'''

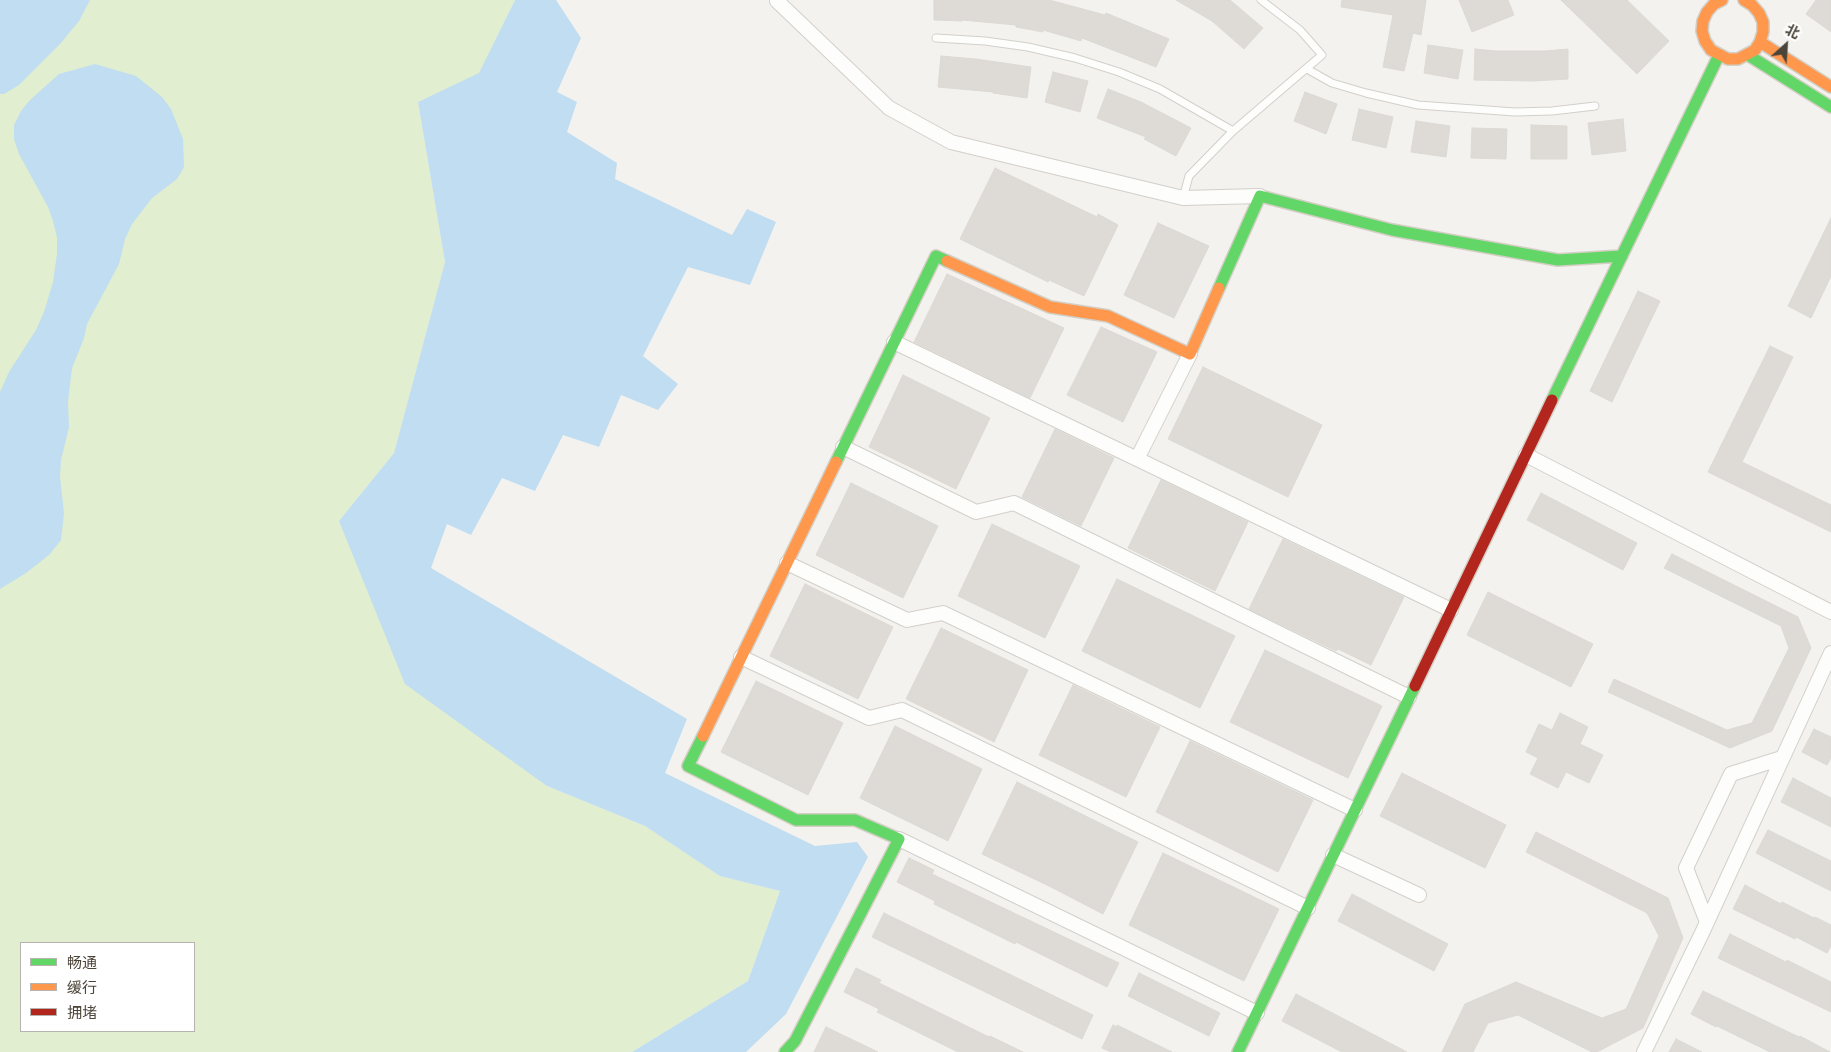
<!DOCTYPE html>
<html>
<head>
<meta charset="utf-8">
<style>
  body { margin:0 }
  #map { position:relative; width:1831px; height:1052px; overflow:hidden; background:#f4f2ee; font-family:Raleway,"Noto Sans SC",sans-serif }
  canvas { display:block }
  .legend { position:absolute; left:20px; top:942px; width:175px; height:90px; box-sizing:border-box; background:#fff; border:1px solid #b7b4b0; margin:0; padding:6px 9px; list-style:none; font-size:15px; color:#4b4439 }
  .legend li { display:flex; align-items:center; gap:10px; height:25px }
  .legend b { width:25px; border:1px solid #b7b4b0 }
  .north { position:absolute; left:1761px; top:20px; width:50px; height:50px; -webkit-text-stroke:4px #fff; paint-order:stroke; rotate:26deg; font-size:14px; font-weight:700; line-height:20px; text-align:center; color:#4b4439 }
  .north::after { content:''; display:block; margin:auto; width:18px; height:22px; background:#4b4439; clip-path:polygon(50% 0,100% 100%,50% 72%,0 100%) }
</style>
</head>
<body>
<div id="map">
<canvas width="1831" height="1052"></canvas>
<ul class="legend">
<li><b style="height:6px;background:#63d668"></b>畅通</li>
<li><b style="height:6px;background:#ff974d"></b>缓行</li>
<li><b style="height:6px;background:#b3261e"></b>拥堵</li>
</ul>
<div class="north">北</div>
</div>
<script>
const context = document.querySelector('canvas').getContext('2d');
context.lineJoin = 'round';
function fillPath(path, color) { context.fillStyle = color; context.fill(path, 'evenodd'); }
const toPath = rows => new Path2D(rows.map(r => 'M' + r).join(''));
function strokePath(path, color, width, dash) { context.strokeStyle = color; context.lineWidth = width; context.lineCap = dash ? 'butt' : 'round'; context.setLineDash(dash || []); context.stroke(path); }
fillPath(toPath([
  [0,0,515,0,479,74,418,102,445,262,394,453,339,521,547,786,645,826,720,876,780,891,748,981,632,1052,0,1052],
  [21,943,194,943,194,1031,21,1031]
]), '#e1eecf');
fillPath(toPath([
  [0,0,90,0,79,21,60,44,19,85,4,94,0,94],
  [515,0,556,0,581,38,557,92,577,102,567,132,617,163,615,179,732,235,747,209,776,222,750,285,688,267,643,356,678,384,658,410,621,395,599,447,563,435,535,491,502,478,471,535,447,524,431,568,687,719,665,773,815,846,857,842,868,857,786,1014,746,1052,632,1052,748,981,780,891,720,876,645,826,547,786,405,684,339,521,394,453,445,262,418,102,479,73],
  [95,64,136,76,162,97,171,109,183,139,184,167,177,179,152,198,132,224,125,239,119,264,87,324,84,338,72,368,68,402,69,427,61,460,60,477,64,513,61,540,50,554,40,562,26,573,0,589,0,392,9,372,36,330,44,312,53,282,57,254,57,237,53,221,48,207,19,154,14,139,14,125,21,111,29,101,59,74]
]), '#c0ddf1');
const building = toPath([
  [934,0,1049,0,1105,15,1106,13,1169,39,1156,67,1082,38,1081,41,1043,30,1043,32,1016,27,1016,25,962,20,962,21,934,20,934,0],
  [1176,0,1230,0,1263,28,1244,49,1212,21,1176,0],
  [1342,0,1426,0,1421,35,1413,33,1404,71,1383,67,1393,15,1341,7,1342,0],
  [1459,0,1508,0,1514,15,1472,32,1459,0],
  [1561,0,1627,0,1669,41,1637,74,1561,0],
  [1816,0,1831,0,1831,32,1806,14,1816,0],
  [1428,45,1463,50,1458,79,1424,73,1428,45],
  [1475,49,1496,51,1545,51,1568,49,1568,79,1533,81,1474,80,1475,49],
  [941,56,976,59,1031,67,1027,98,993,93,993,92,938,87,941,56],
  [1053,72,1088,81,1080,112,1045,102,1053,72],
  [1108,89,1141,102,1191,128,1176,156,1144,139,1146,137,1097,118,1108,89],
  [1305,92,1337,104,1326,134,1294,121,1305,92],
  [1359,109,1393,117,1386,148,1352,140,1359,109],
  [1623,119,1626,151,1592,155,1588,123,1623,119],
  [1416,121,1450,126,1446,157,1411,152,1416,121],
  [1531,125,1567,126,1567,159,1531,159,1531,125],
  [1472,128,1507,129,1506,159,1471,158,1472,128],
  [995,168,1097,217,1098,214,1118,225,1084,296,1049,280,1048,282,960,239,995,168],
  [1831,218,1831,276,1811,318,1788,306,1831,218],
  [1158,223,1209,246,1174,318,1124,295,1158,223],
  [947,274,1064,328,1030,398,914,342,947,274],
  [1638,291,1660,301,1612,402,1590,391,1638,291],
  [1101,327,1157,352,1123,422,1067,395,1101,327],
  [1770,346,1793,357,1742,462,1831,505,1831,532,1708,472,1770,346],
  [1203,367,1322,425,1288,497,1168,439,1203,367],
  [903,375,990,418,956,489,869,447,903,375],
  [1055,429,1114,458,1081,526,1022,497,1055,429],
  [1161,480,1248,522,1215,591,1128,548,1161,480],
  [851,483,938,526,903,598,816,555,851,483],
  [1541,493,1637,543,1623,570,1527,520,1541,493],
  [992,524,1080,566,1045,638,958,596,992,524],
  [1283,539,1404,597,1371,665,1338,649,1336,651,1249,609,1283,539],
  [1672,554,1798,617,1811,648,1772,731,1730,748,1608,692,1614,679,1727,730,1752,723,1789,648,1781,626,1664,568,1672,554],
  [1117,579,1235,636,1200,708,1082,651,1117,579],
  [805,584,893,627,858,699,770,656,805,584],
  [1488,592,1593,644,1571,687,1467,635,1488,592],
  [941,628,1028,670,994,742,906,699,941,628],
  [1265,650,1382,706,1348,778,1230,722,1265,650],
  [756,681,843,723,808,795,721,752,756,681],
  [1073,685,1160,727,1126,797,1039,755,1073,685],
  [1560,713,1588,727,1580,744,1603,755,1589,783,1566,772,1558,788,1530,774,1538,758,1526,752,1539,724,1552,730,1560,713],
  [895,726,982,769,948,841,860,798,895,726],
  [1814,729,1831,737,1831,758,1827,765,1802,752,1814,729],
  [1190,741,1313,800,1278,872,1156,812,1190,741],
  [1402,773,1506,825,1485,868,1380,816,1402,773],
  [1793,778,1831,798,1831,827,1781,802,1793,778],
  [1017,782,1138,842,1103,914,1049,886,982,854,1017,782],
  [1768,830,1831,861,1831,891,1756,853,1768,830],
  [1536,832,1668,898,1683,938,1643,1028,1597,1052,1592,1052,1518,1015,1488,1023,1473,1052,1442,1052,1465,1004,1516,982,1602,1018,1626,1009,1659,936,1647,913,1526,852,1536,832],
  [1163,853,1279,909,1244,981,1129,925,1163,853],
  [909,858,934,870,932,874,1119,963,1107,987,1016,942,1015,944,934,904,935,901,897,882,909,858],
  [1745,885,1781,904,1782,902,1814,918,1815,917,1831,925,1831,946,1827,953,1796,937,1795,939,1733,909,1745,885],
  [1352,894,1448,944,1434,971,1338,921,1352,894],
  [884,913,1093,1015,1082,1039,872,937,884,913],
  [1730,934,1786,962,1787,960,1831,982,1831,1012,1718,958,1730,934],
  [856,968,881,980,879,983,989,1037,990,1036,1023,1052,958,1052,877,1012,879,1009,844,992,856,968],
  [1139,973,1220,1013,1209,1036,1128,996,1139,973],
  [1703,991,1799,1037,1800,1036,1830,1052,1770,1052,1717,1026,1716,1027,1691,1014,1703,991],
  [1296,994,1407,1052,1342,1052,1282,1021,1296,994],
  [1113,1025,1117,1027,1117,1025,1172,1052,1111,1052,1102,1048,1113,1025],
  [826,1027,878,1052,814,1052,826,1027],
  [1676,1039,1702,1052,1669,1052,1676,1039]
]);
fillPath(building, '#dedbd6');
strokePath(building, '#dcd9d4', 1);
const lane = toPath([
  [936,38,985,41,1028,47,1075,58,1119,72,1160,89,1233,131],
  [1307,69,1332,83,1366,93,1418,105,1515,112,1552,111,1595,106],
  [1183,198,1189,176,1233,131,1322,55,1300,30,1261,0]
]);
const street = toPath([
  [777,1,889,108,951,142,1183,198,1260,196],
  [894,342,1451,610],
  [843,447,976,512,1014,503,1409,697],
  [1526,455,1831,612],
  [1137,459,1190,354],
  [787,563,907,620,943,613,1355,810],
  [741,657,869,718,902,710,1308,908],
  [899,839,1257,1013],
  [1333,855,1419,895],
  [1707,922,1686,868,1731,774,1782,758],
  [1644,1052,1702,933,1831,653]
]);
const fast = toPath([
  [1748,55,1831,107],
  [1219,288,1260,196,1392,230,1558,260,1622,256],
  [1552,400,1719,55],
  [836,462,936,256,947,261],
  [703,736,688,766,796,820,855,820,899,839,795,1041,785,1052],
  [1238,1052,1415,686]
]);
const slow = toPath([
  [1722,0,1714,4,1707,12,1703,21,1702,31,1705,41,1711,50,1728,59,1738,59,1755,50,1760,42,1763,32,1763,22,1759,13,1752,5,1744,0],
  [1760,42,1831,87],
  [947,261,1050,307,1108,316,1190,354,1219,288],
  [703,736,836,462]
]);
const jam = toPath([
  [1415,686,1552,400]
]);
strokePath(lane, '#d2d0cb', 9);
strokePath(street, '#d2d0cb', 16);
strokePath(fast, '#d3cfc5', 14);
strokePath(slow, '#d3cfc5', 14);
strokePath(jam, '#d3cfc5', 14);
strokePath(lane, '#fdfdfc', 7);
strokePath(street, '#fdfdfc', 14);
strokePath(fast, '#63d668', 11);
strokePath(slow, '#ff974d', 11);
strokePath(jam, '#b3261e', 11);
</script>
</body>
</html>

'''

**Work item:**
Copy exactly, and copy nothing else: the lines from the start of the data above through the line that holds "const toPath = rows". The pictures stay out.

**Response box:**
<!DOCTYPE html>
<html>
<head>
<meta charset="utf-8">
<style>
  body { margin:0 }
  #map { position:relative; width:1831px; height:1052px; overflow:hidden; background:#f4f2ee; font-family:Raleway,"Noto Sans SC",sans-serif }
  canvas { display:block }
  .legend { position:absolute; left:20px; top:942px; width:175px; height:90px; box-sizing:border-box; background:#fff; border:1px solid #b7b4b0; margin:0; padding:6px 9px; list-style:none; font-size:15px; color:#4b4439 }
  .legend li { display:flex; align-items:center; gap:10px; height:25px }
  .legend b { width:25px; border:1px solid #b7b4b0 }
  .north { position:absolute; left:1761px; top:20px; width:50px; height:50px; -webkit-text-stroke:4px #fff; paint-order:stroke; rotate:26deg; font-size:14px; font-weight:700; line-height:20px; text-align:center; color:#4b4439 }
  .north::after { content:''; display:block; margin:auto; width:18px; height:22px; background:#4b4439; clip-path:polygon(50% 0,100% 100%,50% 72%,0 100%) }
</style>
</head>
<body>
<div id="map">
<canvas width="1831" height="1052"></canvas>
<ul class="legend">
<li><b style="height:6px;background:#63d668"></b>畅通</li>
<li><b style="height:6px;background:#ff974d"></b>缓行</li>
<li><b style="height:6px;background:#b3261e"></b>拥堵</li>
</ul>
<div class="north">北</div>
</div>
<script>
const context = document.querySelector('canvas').getContext('2d');
context.lineJoin = 'round';
function fillPath(path, color) { context.fillStyle = color; context.fill(path, 'evenodd'); }
const toPath = rows => new Path2D(rows.map(r => 'M' + r).join(''));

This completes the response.